Portrait of Annika Östman Wernerson.
Annika Östman Wernerson, Academic Vice President for Education Photo: Erik Flyg

“I think that the students generally understand that the situation is a problematic and challenging one,” says Academic Vice President for Education Annika Östman Wernerson. “We have to be solution-orientated and continue working to ensure that the quality of KI’s education remains at the level that both students and society have the right to demand.”

“We take pains to ensure that the students graduate and enter society with the vital vocational skills that they’ve acquired, which is particularly evident in this situation,” she adds.

Planning the coming autumn term

“We hope, of course, that the vaccination programme will quickly reduce the spread of infection and that we can return to more on-campus teaching this autumn,” she continues. “But we must work from several scenarios that include a continued focus on distance teaching.”
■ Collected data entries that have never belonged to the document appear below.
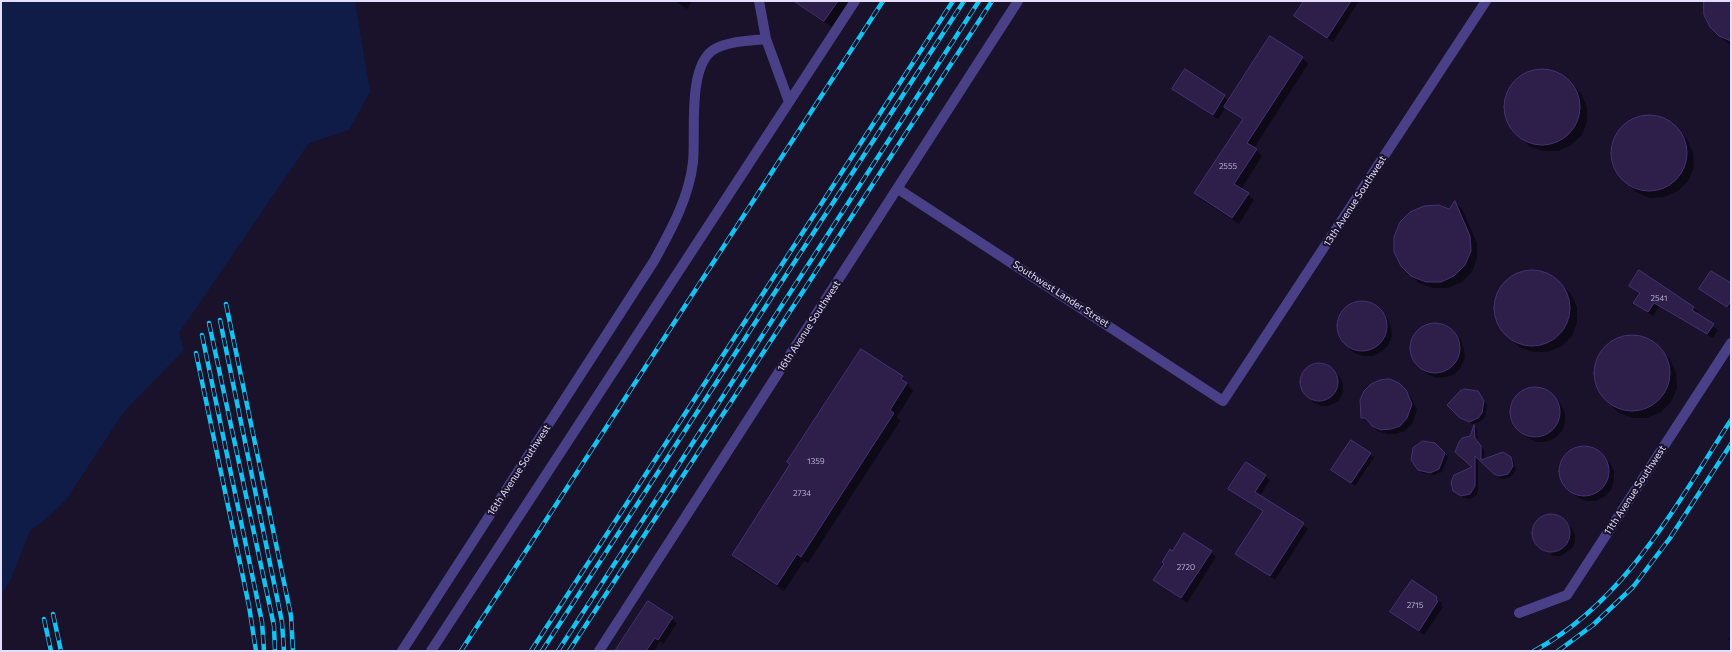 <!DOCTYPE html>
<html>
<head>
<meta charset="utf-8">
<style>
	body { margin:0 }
	#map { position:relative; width:1732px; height:652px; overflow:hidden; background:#19122a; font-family:Commissioner,sans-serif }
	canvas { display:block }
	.frame { position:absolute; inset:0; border:2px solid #e4ddfd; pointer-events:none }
</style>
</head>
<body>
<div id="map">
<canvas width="1732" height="652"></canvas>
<div class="frame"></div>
</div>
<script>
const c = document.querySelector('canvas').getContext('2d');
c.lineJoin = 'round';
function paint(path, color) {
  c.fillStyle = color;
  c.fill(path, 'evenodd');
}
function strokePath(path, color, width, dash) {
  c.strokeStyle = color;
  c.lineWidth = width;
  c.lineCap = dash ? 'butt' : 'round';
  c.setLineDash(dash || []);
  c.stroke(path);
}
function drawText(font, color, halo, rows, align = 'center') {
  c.font = font + ' Commissioner,sans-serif';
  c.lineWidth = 4;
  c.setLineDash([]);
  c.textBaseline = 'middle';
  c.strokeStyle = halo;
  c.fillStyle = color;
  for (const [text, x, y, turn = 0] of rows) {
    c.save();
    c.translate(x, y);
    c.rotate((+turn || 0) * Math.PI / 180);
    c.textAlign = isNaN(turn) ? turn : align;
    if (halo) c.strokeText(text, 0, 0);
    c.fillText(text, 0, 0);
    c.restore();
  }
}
const water = new Path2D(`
	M1,1h354l15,91 -21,38 -40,13 -130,190 5,17 -61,63 -57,87 -18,17 -18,14 -20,50 -9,15z`);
const shadow = new Path2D(`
	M675,1h17l-5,8z
	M804,1h45l-17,26 -23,-15 -7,-7z
	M1305,1h54l-26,41 -38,-26z
	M1706,1h25v44l-4,-2 -17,-16z
	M1302,57l6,7 -54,84 8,8 -21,33 13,11 -15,24 -38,-25 -6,-6 48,-73 -17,-13 -8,12 -44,-30 11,-18 44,30z
	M1534,70h15l14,5 18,18 6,14v14l-5,14 -11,10 -13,6h-15l-14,-5 -18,-18 -6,-14v-14l5,-14 11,-10z
	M1641,116h14l14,5 18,18 6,14 1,14 -6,14 -10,10 -14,6 -14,1 -14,-6 -18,-18 -6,-13 -1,-15 6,-14 10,-10z
	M1455,202l7,7 15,34v15l-5,14 -10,10 -14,6h-15l-14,-5 -18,-18z
	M1539,270l14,6 18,18 6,13v15l-5,14 -10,10 -14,6h-15l-14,-5 -18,-18 -6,-14v-14l6,-14 10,-10 13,-6z
	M1731,285v24l-27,-17z
	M1630,286l63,21 5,5 -1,2 21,16 -5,8 -54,-31 -6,9 -18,-13 5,-9z
	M1356,302h10l9,4 12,12 4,9 1,10 -4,9 -7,6 -8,4h-10l-9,-3 -13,-13 -3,-9 -1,-9 4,-9 7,-7z
	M1430,324h9l9,3 13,13 3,9 1,9 -4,9 -6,7 -9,3 -10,1 -9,-4 -12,-12 -4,-9v-10l3,-9 7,-6z
	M1624,336h14l14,6 18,17 6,14 1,15 -6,14 -10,10 -14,6h-14l-14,-5 -18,-18 -6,-14v-14l5,-14 10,-11z
	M1322,363l7,3 11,11 3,7v7l-4,10 -11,5h-7l-7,-3 -11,-11 -3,-6v-8l3,-6 5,-5z
	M902,377l11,14 -16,26 3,4 -92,142 -4,-2 -20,30 -44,-29 -7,-7z
	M1399,384l12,13 6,13 -5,14 -7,7 -9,3h-9l-9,-3 -16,-13z
	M1530,388h9l9,3 13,13 4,9v9l-3,9 -7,7 -9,4h-9l-9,-4 -13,-12 -4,-9v-10l4,-9 6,-6z
	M1466,390h5l10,6 6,9 -2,12 -4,4 -8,3 -8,-3 -17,-16z
	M1474,426l3,3 1,13 6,8v10l26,-2 4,4 2,8 -5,7 -8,2 -4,-1 -21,-21v33l-1,4 -7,5 -9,-2 -3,-3 16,-26 -4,-31z
	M1351,441l23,16 -19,29 -23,-16z
	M1435,444l13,13 -6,15 -8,3 -12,-2 -3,-3z
	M1579,447h10l9,3 12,13 4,8v10l-3,9 -7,7 -9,4h-9l-9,-4 -13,-12 -4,-9v-10l4,-9 6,-6z
	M1265,476l5,4 -10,16 48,33 -33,51 -38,-26 26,-42 -34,-24z
	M1547,515l14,2 11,11 3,7v7l-3,6 -11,8h-7l-3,-1 1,-2 -13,-7 -6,-10v-7l3,-6 5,-5z
	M1172,552h39l5,5 -29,46 -33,-23z
	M1412,581l30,22 -1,2 2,2 -19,28 -32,-23z
	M649,602l28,21 -14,21 -3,-3 -6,10h-38z
	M1731,635v7l-3,-3z`);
const building = new Path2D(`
	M794,1h44l-14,20z
	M1304,1h47l-24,37 -33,-22z
	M1704,1h27v40l-12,-5 -9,-9 -6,-12z
	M1270,36l33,21 -56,86 10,6 -23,35 15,9 -17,25 -38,-25 49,-74 -19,-12z
	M1504 107a38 38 0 1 1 76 0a38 38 0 1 1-76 0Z
	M1185,69l40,26 -12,20 -41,-26z
	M1611 153a38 38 0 1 1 76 0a38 38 0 1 1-76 0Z
	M1455,201l15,35 1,15 -6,14 -11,11 -13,6h-15l-15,-6 -10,-10 -7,-14v-15l6,-15 10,-10 14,-6 15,-1 10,4z
	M1494 308a38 38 0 1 1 76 0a38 38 0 1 1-76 0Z
	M1639,270l55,37 -2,3 22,14 -7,10 -53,-31 -6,9 -15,-9 7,-10 -11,-7z
	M1711,271l20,12v18l-4,6 -28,-18z
	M1337 326a25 25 0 1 1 50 0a25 25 0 1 1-50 0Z
	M1410 348a25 25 0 1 1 50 0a25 25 0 1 1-50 0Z
	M1594 373a38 38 0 1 1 76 0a38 38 0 1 1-76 0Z
	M861,349l42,27 -2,3 6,4 -17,27 4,3 -93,144 -4,-3 -20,31 -45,-30 58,-91 -3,-2z
	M1300 382a19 19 0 1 1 38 0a19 19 0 1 1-38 0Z
	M1390,379l9,4 7,7 6,14 -5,14 -7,8 -9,3 -10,1 -9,-4 -7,-8h-4l-1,-18 4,-9 7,-7 9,-4z
	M1510 412a25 25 0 1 1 50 0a25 25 0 1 1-50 0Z
	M1465,389l13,2 6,10 -2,12 -4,5 -9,4 -9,-4 -13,-13 13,-14z
	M1474,425l1,13 6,8v14l22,-8 8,5 2,9 -5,8 -9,2 -5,-2 -19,-18v30l-5,8 -9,2 -8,-5 -2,-9 3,-7 18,-8 -17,-15 4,-10 3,-4 8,-2z
	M1351,440l20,13 -20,30 -20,-13z
	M1423,441l12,2 10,10 -6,16 -9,4 -12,-3 -7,-10 2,-12z
	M1559 471a25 25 0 1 1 50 0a25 25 0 1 1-50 0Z
	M1246,462l20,13 -11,17 49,31 -34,53 -35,-22 28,-43 -35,-22z
	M1532 533a19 19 0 1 1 38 0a19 19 0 1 1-38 0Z
	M1184,533l28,18 -31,47 -28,-18 11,-16 -2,-2 8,-13 2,2z
	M1412,580l25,17 -1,3 2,1 -19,30 -29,-19z
	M648,601l25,16 -15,23 -3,-2 -9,13h-31z`);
const minor = new Path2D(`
	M759,1l7,38 23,63
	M898,189l325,212 263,-400
	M1519,613l48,-18 164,-252
	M402,651l252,-390c17,-31 35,-63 39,-99 3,-28 -6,-94 20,-112 14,-9 37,-9 53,-11
	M431,651l424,-650
	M599,651l419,-650`);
const rail = new Path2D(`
	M226,304l65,312 2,35
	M220,320l62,302 2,29
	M209,323l65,303 1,25
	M202,335l60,287 2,29
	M196,353l53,253 7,45
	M53,614l8,37
	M44,619l7,32
	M461,651l422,-650
	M531,651l422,-650
	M542,651l422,-650
	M558,651l421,-650
	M569,651l423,-650
	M1534,651c92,-50 142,-146 197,-231
	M1558,651l35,-26 40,-38 37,-49 61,-94`);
const numberNames = [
	["2555",1228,166],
	["2541",1659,298],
	["1359",816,461],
	["2734",802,493],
	["2720",1186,567],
	["2715",1415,605]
];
const streetNames = [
	["13th Avenue Southwest",1355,201,-57],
	["Southwest Lander Street",1061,294,33],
	["16th Avenue Southwest",809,326,-57],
	["16th Avenue Southwest",519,470,-57],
	["11th Avenue Southwest",1635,490,-57]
];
paint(water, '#0e1c47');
paint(shadow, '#0007');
paint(building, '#2d1f4a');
strokePath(building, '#473275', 1);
strokePath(minor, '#4a4087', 10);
strokePath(rail, '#12c4f4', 4.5);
strokePath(rail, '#19122a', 3, [9]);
drawText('8px', '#b6aed0', null, numberNames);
drawText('10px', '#e4ddfd', '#19122a', streetNames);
</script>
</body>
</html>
She praises all the efforts and sacrifices that students, teachers and other staff at KI have made over the past year.

The President also stresses the heavy demands that the pandemic has placed on society, not least on higher education.

“At the same time, we also need to do what we can to make sure that physical distancing doesn’t lead to social isolation,” says President Ottersen. “Under these current circumstances, it’s more important than ever that we stay in touch and show that we care for each other, even it’s done remotely.”